RELEASE DATE: January 1991
Heroes of the Lance is bad. Really bad. Select one of eight porno stars- er… “warriors of justice” and find the Disks of Mishakal. These warriors’ names would purge chuckles from the stoniest heart: Sturm Brightblade, Flint Fireforge, Tanis Half-Elven (?!), and my personal favorite, Tasslehoff Burrfoot. Yes, that’s right… Tasslehoff. The warriors are displayed at the bottom of your screen, giving you the illusion of choice. In reality, each warrior is like an extra life. When one dies, you’re given another warrior at random. Like Dragon Strike, Heroes of the Lance was originally made for PC and ported over to the NES. The stiff atmosphere is telling, as are the controls.

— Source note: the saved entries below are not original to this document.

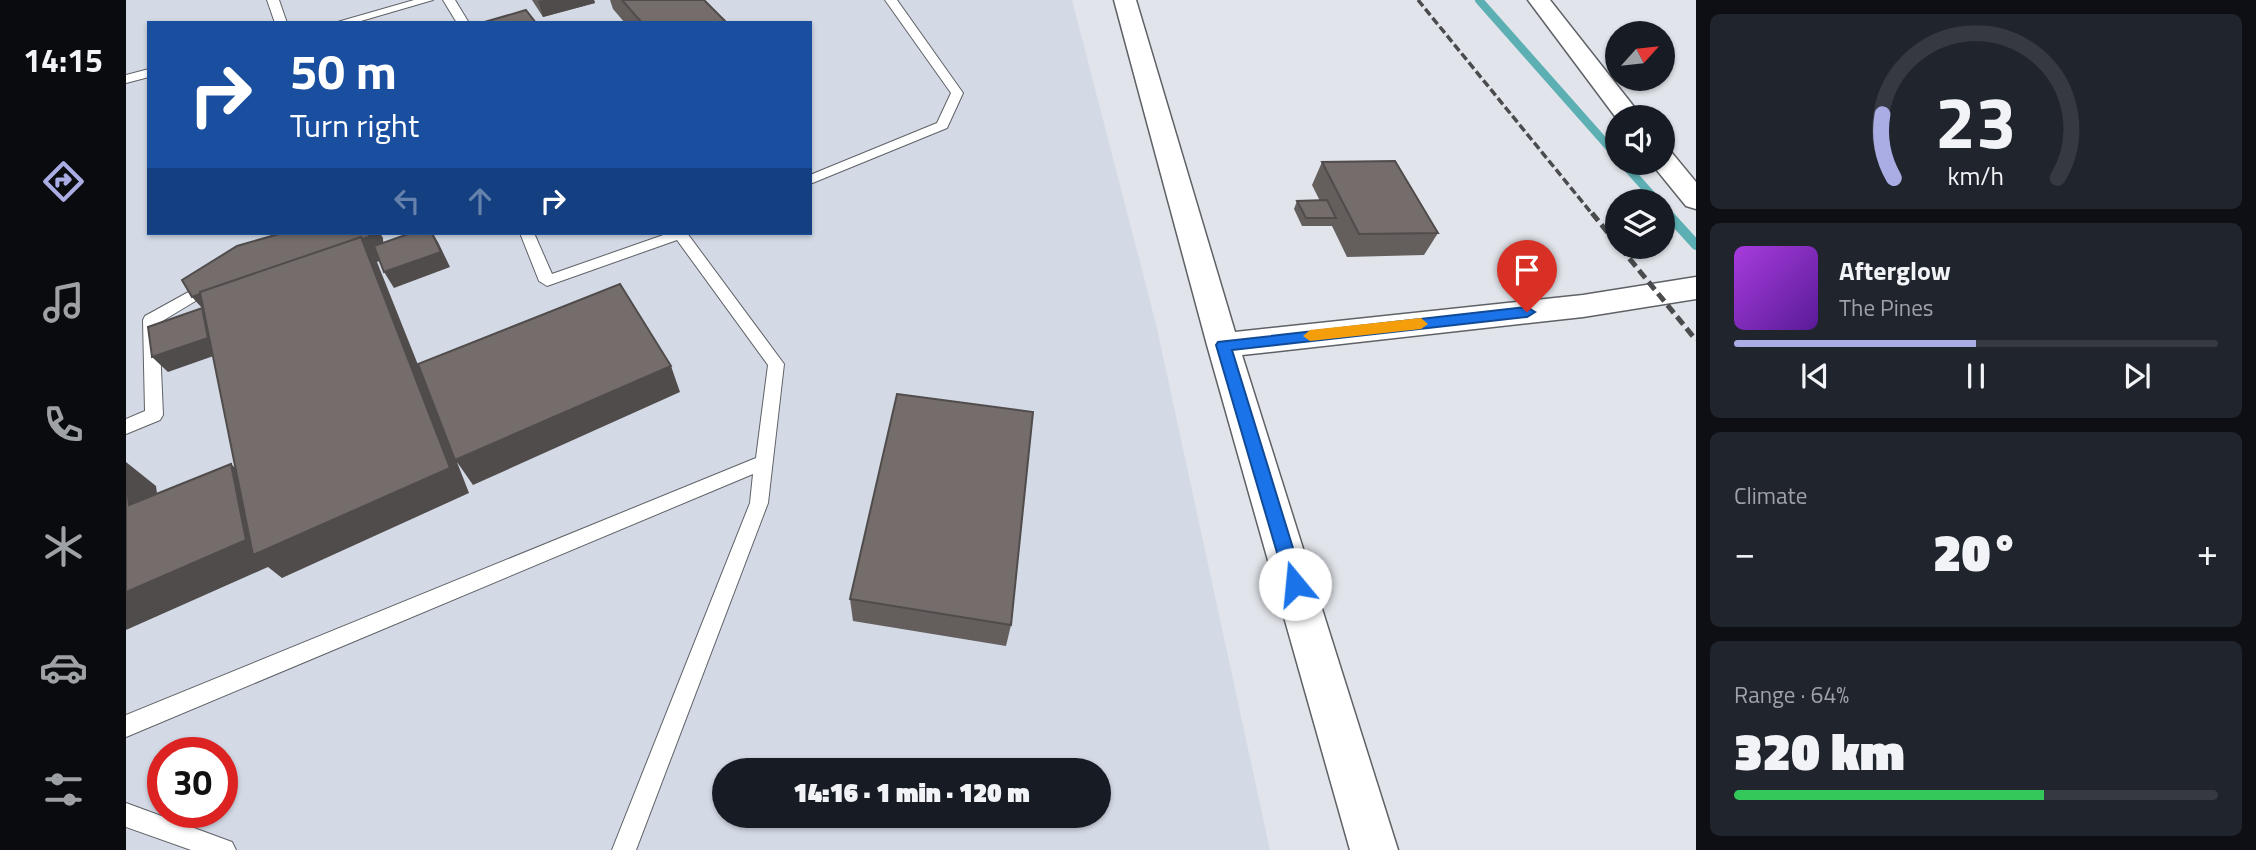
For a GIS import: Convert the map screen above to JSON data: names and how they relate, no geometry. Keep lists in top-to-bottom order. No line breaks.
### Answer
{"north":"top right","page":{"tabs":"14:15","turn":["50 m","Turn right"],"song":["Afterglow","The Pines"],"tile":["Climate",["Range · 64%","320 km"]],"heat":["−","20°","+"],"limit":"30","trip":"14:16 · 1 min · 120 m","gauge":["23","km/h"]}}
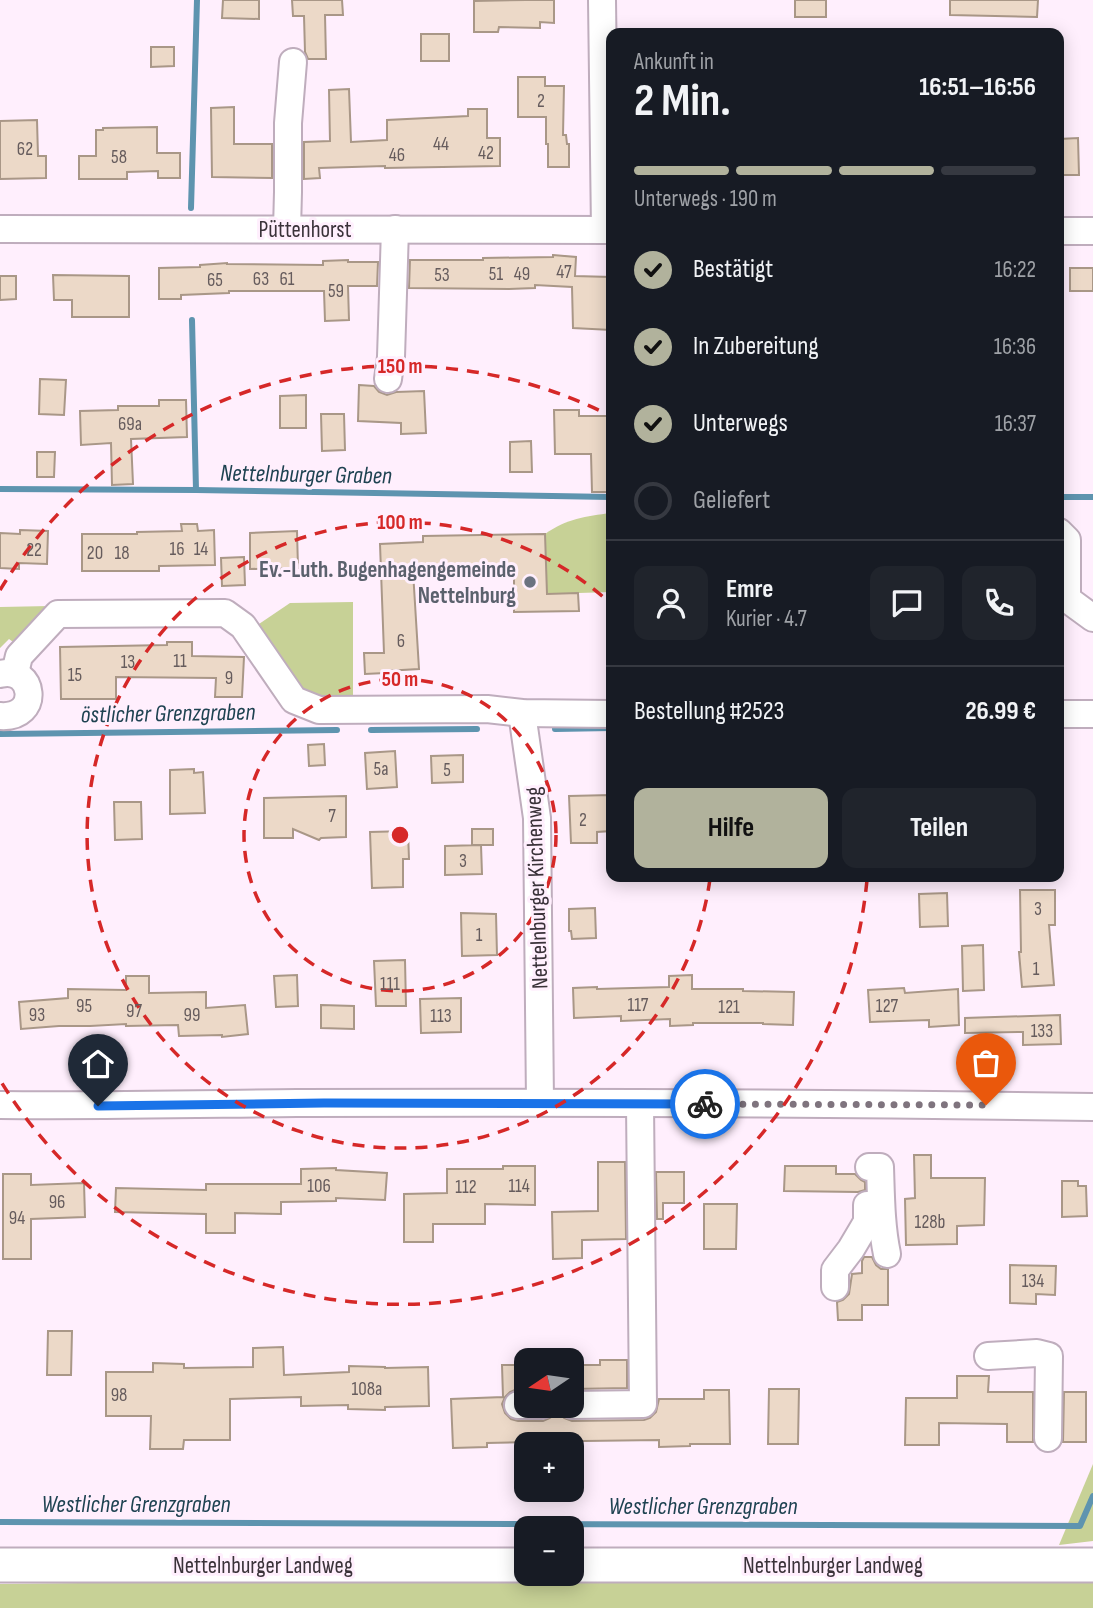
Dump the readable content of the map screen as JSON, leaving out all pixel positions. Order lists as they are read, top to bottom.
{
  "streets": {
    "main road": ["Nettelnburger Landweg"],
    "street": ["Püttenhorst", "Nettelnburger Kirchenweg"]
  },
  "water": ["Nettelnburger Graben", "östlicher Grenzgraben", "Westlicher Grenzgraben"],
  "places": ["Ev.-Luth. Bugenhagengemeinde Nettelnburg"],
  "house_numbers": [
    "2",
    "44",
    "62",
    "42",
    "46",
    "58",
    "47",
    "51",
    "49",
    "53",
    "63",
    "61",
    "65",
    "59",
    "69a",
    "16",
    "14",
    "22",
    "20",
    "18",
    "6",
    "11",
    "13",
    "15",
    "9",
    "5a",
    "5",
    "7",
    "2",
    "3",
    "3",
    "1",
    "1",
    "111",
    "117",
    "95",
    "127",
    "121",
    "97",
    "93",
    "99",
    "113",
    "133",
    "106",
    "114",
    "112",
    "96",
    "94",
    "128b",
    "134",
    "108a",
    "98"
  ],
  "north": "left",
  "page": {
    "heading": ["2 Min.", "Ankunft in", "16:51–16:56"],
    "panel": [
      "Emre",
      "Kurier · 4.7",
      "Bestellung #2523",
      "26.99 €"
    ],
    "bar": "Unterwegs · 190 m",
    "list": [
      ["Bestätigt", "16:22"],
      ["In Zubereitung", "16:36"],
      ["Unterwegs", "16:37"],
      "Geliefert"
    ],
    "buttons": ["Hilfe", "Teilen"],
    "map_buttons": ["+", "−"]
  },
  "rings": ["150 m", "100 m", "50 m"]
}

The game feels like it should have analog control for eight-way movement, yet our beloved NES controller has only four rigid directions. I never fully figured out what ‘A’ and ‘B’ did, except that ‘B’ was for attack when an enemy was near. ‘A’ seemed to help you run sometimes, but other times, it just stopped you dead in your tracks. The graphics are of an Atari standard, which isn’t something one would expect for a NES game published in 1991. Music is tolerable, surprisingly, but it doesn’t soothe your soul when you’re trying to slay some old curmudgeon because he’s kicking your Achilles tendon and draining your Burrfoot blood. Heroes of the Lance is suited for the patrons of the late-night S&M bars in downtown L.A.. If you enjoy code words and pain, Tasslehoff will be waiting.